Collected data entries
....

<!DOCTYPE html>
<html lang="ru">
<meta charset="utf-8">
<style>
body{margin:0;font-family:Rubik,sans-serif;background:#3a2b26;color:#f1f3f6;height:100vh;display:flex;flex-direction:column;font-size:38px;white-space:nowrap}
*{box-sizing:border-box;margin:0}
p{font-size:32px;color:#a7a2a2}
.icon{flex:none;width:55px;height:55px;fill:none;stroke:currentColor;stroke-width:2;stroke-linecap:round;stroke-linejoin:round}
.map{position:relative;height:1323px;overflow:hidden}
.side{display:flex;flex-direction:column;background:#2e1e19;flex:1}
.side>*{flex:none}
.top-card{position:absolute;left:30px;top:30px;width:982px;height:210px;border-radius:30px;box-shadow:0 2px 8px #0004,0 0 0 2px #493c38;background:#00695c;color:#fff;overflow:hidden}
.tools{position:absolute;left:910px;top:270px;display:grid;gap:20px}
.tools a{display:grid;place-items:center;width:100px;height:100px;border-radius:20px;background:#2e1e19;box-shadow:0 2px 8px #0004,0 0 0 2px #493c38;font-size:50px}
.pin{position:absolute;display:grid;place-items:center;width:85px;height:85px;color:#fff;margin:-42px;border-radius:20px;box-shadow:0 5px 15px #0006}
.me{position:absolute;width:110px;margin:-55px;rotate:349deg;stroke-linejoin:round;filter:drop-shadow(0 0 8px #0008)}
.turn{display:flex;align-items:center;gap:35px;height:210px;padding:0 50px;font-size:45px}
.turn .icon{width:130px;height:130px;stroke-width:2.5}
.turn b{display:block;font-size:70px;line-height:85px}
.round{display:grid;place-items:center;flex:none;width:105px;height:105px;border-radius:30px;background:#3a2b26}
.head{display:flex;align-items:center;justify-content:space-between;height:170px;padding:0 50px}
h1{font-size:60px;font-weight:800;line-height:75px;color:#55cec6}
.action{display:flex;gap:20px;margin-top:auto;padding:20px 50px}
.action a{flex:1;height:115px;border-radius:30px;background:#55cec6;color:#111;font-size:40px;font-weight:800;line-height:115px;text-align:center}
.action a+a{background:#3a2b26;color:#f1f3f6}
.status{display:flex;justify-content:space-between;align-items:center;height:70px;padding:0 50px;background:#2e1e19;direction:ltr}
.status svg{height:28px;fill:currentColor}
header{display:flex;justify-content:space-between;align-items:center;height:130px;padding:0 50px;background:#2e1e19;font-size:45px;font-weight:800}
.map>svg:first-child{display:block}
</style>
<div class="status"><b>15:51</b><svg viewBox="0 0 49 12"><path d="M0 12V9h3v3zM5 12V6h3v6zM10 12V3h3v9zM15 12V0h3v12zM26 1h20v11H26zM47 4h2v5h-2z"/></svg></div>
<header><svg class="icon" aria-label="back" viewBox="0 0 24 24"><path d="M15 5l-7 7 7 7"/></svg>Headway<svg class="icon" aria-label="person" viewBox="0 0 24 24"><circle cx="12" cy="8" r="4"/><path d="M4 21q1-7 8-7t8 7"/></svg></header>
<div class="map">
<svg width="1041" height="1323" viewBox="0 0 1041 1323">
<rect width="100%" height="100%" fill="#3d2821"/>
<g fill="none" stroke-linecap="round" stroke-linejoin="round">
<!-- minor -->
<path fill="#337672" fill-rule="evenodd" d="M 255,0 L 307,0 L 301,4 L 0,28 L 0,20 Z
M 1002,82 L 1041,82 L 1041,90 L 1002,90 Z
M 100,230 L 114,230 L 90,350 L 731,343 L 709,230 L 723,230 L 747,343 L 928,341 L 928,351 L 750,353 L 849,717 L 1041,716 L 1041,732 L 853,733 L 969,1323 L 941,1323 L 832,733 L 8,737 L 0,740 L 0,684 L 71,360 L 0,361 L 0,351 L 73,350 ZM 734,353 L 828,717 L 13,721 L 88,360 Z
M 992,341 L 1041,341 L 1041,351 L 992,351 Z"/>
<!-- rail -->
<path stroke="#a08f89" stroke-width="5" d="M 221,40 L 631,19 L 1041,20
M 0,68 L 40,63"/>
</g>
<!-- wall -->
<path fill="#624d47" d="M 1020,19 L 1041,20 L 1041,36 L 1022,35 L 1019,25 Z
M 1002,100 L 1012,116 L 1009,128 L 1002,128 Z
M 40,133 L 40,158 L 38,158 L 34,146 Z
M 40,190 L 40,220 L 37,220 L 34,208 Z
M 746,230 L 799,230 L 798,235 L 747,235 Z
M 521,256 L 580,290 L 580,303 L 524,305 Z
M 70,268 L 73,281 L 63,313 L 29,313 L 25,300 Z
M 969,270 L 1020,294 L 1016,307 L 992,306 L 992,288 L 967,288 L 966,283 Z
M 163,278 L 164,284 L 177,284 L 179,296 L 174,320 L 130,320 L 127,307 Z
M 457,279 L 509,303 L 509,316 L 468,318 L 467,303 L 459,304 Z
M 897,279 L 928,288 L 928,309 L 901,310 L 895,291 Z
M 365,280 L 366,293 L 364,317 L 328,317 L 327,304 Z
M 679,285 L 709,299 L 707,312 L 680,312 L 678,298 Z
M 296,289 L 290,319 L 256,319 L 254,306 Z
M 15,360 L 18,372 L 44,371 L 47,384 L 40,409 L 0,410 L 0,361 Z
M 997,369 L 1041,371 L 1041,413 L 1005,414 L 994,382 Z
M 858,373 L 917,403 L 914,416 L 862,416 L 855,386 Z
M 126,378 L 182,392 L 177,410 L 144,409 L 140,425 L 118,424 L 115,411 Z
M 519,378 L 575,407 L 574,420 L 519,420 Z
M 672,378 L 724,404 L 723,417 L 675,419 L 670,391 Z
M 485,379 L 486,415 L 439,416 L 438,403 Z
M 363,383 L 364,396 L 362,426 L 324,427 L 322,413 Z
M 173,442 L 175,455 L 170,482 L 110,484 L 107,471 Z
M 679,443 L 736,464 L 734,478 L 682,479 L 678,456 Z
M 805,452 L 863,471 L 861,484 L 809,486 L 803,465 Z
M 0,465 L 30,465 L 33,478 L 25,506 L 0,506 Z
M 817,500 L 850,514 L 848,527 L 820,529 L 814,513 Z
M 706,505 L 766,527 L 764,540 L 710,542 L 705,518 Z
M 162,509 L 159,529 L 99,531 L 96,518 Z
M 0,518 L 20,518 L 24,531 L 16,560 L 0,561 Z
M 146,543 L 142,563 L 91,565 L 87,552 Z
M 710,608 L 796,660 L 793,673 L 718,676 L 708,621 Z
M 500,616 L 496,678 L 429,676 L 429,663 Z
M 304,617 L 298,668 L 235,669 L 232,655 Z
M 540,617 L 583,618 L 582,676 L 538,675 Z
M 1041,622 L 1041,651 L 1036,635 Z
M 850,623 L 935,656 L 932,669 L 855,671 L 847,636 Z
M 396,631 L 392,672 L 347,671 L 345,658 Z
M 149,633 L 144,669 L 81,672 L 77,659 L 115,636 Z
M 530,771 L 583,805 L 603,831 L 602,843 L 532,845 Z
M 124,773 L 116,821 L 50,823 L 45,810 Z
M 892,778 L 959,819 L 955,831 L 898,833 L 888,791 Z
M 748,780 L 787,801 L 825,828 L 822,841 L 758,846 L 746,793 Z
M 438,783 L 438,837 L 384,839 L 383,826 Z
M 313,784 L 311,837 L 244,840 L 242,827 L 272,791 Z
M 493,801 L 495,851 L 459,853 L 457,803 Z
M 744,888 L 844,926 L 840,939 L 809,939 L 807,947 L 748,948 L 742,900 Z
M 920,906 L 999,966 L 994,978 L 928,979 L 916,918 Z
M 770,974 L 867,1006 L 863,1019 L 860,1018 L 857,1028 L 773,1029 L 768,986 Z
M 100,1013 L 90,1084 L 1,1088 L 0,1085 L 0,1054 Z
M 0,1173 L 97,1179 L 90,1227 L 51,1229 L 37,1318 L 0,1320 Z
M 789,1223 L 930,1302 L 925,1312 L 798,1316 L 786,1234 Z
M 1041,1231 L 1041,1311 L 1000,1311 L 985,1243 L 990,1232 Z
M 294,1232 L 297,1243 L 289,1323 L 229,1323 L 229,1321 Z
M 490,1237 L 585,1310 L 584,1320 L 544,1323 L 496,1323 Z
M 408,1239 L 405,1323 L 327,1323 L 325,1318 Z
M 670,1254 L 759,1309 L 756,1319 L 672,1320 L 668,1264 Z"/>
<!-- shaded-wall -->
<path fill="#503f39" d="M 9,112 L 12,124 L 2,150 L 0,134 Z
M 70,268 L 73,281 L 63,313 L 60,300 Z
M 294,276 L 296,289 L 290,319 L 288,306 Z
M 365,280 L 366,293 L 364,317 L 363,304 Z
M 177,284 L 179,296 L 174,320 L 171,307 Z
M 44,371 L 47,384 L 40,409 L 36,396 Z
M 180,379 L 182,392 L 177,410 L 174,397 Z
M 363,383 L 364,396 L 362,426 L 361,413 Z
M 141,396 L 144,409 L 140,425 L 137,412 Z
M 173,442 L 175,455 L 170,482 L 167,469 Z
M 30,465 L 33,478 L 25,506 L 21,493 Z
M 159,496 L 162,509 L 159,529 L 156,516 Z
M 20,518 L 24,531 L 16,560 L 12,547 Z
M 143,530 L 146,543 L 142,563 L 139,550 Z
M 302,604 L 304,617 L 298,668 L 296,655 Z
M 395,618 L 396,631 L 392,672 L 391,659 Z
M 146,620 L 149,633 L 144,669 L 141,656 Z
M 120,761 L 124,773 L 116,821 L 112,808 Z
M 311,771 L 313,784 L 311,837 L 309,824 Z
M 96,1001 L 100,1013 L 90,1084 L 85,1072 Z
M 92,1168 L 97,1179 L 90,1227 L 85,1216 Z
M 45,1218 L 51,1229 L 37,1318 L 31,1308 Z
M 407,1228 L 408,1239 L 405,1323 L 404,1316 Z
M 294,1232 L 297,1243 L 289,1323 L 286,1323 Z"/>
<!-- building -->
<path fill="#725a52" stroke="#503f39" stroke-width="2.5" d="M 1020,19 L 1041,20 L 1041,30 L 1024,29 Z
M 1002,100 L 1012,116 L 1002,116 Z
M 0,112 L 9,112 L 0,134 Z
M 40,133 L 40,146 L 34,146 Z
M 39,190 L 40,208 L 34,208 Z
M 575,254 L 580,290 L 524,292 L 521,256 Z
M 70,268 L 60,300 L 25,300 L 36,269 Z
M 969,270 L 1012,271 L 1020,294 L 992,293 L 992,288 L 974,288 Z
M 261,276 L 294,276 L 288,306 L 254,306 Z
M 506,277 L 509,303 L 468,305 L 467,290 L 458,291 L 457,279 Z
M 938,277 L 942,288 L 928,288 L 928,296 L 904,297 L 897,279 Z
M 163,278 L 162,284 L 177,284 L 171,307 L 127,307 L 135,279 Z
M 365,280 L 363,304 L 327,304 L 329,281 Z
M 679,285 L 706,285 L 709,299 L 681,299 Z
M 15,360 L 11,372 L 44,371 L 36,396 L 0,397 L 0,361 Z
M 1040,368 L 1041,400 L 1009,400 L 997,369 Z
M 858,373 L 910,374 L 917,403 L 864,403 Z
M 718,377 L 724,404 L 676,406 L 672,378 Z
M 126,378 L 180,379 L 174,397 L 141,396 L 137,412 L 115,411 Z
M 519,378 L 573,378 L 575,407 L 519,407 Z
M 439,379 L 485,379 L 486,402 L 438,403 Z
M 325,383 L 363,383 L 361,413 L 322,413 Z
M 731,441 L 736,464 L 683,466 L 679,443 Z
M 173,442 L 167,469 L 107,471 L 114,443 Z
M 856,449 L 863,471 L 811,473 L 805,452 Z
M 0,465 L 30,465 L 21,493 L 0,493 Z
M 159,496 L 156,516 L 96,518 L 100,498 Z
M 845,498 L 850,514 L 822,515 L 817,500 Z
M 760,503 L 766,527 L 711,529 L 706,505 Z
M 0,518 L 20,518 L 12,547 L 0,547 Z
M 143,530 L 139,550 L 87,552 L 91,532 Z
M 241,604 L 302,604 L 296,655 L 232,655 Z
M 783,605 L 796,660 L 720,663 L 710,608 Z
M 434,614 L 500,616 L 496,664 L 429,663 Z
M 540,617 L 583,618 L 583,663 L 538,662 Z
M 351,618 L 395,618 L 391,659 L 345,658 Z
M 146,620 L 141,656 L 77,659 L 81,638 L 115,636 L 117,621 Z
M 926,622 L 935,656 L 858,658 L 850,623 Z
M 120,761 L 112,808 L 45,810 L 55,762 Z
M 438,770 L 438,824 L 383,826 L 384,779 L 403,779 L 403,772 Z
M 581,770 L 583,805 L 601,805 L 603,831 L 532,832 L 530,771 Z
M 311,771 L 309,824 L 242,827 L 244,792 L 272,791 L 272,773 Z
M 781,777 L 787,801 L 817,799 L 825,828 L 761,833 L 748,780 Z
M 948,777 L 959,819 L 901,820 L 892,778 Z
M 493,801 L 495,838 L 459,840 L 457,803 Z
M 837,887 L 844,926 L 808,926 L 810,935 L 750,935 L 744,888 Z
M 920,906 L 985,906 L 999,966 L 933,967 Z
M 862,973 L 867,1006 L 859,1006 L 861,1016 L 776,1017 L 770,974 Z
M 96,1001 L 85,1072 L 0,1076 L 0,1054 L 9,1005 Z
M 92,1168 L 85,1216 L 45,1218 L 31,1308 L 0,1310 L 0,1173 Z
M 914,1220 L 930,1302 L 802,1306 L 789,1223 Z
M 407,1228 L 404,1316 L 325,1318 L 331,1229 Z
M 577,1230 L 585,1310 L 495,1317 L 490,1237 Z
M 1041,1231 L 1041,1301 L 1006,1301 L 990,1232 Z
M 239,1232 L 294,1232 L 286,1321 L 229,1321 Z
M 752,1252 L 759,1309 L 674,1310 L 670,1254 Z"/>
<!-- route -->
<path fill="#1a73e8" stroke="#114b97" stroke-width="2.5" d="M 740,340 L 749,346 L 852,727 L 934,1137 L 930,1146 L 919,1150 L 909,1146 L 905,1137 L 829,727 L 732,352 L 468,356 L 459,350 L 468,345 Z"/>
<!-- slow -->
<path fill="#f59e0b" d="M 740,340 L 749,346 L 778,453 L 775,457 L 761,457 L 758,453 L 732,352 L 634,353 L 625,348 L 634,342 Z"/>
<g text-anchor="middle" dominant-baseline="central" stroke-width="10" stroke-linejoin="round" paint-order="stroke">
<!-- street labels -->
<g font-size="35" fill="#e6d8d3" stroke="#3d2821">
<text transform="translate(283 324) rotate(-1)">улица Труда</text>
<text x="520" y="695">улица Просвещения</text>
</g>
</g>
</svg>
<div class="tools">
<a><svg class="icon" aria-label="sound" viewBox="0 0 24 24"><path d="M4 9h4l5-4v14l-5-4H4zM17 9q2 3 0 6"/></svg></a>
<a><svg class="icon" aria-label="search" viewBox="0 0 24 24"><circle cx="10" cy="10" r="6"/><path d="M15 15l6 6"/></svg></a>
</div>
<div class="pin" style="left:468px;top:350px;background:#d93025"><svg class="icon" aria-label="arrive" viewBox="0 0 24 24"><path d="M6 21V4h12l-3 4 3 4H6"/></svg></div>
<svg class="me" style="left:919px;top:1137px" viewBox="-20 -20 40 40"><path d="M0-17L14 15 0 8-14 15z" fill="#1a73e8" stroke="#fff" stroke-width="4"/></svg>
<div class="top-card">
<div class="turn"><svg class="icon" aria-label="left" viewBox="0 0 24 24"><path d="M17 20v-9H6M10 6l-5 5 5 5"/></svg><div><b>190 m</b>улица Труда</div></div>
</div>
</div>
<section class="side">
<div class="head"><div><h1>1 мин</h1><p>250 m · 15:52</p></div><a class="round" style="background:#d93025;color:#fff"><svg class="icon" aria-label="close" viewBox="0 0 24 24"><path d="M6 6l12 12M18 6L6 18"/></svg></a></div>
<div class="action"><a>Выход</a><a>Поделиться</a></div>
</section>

....

> What is needed: Gather all lines from the records above in which "tools" appears.

> Written solution:
.tools{position:absolute;left:910px;top:270px;display:grid;gap:20px}
.tools a{display:grid;place-items:center;width:100px;height:100px;border-radius:20px;background:#2e1e19;box-shadow:0 2px 8px #0004,0 0 0 2px #493c38;font-size:50px}
<div class="tools">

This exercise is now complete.